In the fiscal year 2021-2022, the operation cost of public toilets by San Francisco Public Works was $12.7 million or $113,000 per year per portable toilet that opens 40 hr/week. Using this as a baseline, the public healthroom is susceptible to higher costs to engineer, build and operate beyond the government budget. To actuate the significant value of public healthroom that transitions US healthcare spendings from quantity to quality, a MVP must be developed to analyze potential funding structures (private vs public vs hybrid) and user-testing.

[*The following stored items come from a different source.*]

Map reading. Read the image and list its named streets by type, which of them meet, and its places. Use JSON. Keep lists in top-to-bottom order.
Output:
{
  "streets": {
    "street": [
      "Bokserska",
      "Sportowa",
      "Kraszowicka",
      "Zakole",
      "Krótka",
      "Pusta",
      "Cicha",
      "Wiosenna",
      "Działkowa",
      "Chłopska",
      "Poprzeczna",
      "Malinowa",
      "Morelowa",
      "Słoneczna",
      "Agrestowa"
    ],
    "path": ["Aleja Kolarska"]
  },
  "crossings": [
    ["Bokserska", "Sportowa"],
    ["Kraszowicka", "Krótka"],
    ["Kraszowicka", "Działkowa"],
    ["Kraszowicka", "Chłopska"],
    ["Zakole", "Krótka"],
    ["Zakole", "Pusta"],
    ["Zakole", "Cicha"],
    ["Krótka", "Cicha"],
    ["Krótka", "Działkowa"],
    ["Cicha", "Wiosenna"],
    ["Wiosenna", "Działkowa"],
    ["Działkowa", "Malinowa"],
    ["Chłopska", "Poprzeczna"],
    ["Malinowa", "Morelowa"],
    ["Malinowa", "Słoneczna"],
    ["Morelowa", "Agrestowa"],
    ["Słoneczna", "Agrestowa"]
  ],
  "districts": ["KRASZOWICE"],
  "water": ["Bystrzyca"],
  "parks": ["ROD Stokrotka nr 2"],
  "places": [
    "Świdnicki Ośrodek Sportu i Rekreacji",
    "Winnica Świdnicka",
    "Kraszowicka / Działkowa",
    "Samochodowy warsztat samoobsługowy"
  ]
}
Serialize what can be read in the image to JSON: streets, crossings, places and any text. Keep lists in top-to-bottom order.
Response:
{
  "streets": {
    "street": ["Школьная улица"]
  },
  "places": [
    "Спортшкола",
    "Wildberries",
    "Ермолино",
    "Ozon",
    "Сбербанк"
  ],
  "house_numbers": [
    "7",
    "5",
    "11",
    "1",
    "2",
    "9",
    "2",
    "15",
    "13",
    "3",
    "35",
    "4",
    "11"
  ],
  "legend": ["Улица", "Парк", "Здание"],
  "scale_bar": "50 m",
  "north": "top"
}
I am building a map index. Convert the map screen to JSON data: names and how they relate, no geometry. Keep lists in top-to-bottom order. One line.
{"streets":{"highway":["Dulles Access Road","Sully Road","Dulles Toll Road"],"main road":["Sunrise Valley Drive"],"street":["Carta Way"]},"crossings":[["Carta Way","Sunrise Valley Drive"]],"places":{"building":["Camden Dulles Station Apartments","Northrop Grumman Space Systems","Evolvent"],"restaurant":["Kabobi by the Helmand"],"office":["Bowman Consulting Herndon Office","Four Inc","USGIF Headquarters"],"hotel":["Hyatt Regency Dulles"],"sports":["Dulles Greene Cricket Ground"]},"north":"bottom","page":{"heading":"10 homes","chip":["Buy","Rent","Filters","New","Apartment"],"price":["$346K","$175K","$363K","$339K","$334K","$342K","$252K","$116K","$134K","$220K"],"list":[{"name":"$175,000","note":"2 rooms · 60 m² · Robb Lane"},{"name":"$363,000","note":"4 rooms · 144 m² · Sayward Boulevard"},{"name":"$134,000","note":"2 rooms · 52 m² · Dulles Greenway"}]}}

One potential MVP to test the idea is to develop each tool separately:
One potential MVP to test the idea is to develop each tool separately:
- Refurbishing public restrooms or restrooms in community center (YMCA, Student Centers, retail toilets) with urine/stool analysis toilets, following Olive.earth
- Developing a software for screening recommendations based on age and sex, used for retail healthcare (CVS MinuteClinic, Walgreens Health, Walmart Health Center), and integrating with their screening/lab test services
- Aggregating at-home test/finger-prick test vendors into one physical vending machine at retailers and community health centers
By promoting lifestyle changes and increasing preventive care awareness and access, policy makers and care providers are constantly striving to support better health outcomes for all—the Public Healthroom opens up a conversation around seamlessly integrating health into our daily encounters via the built environment. As emergent technologies develop and preventive care needs increase in the next five years, success in implementation and public utilization will rely heavily on design, and on how thoroughly we consider how the experience of engaging with one's health can be seamless and timely without over-complications in technology.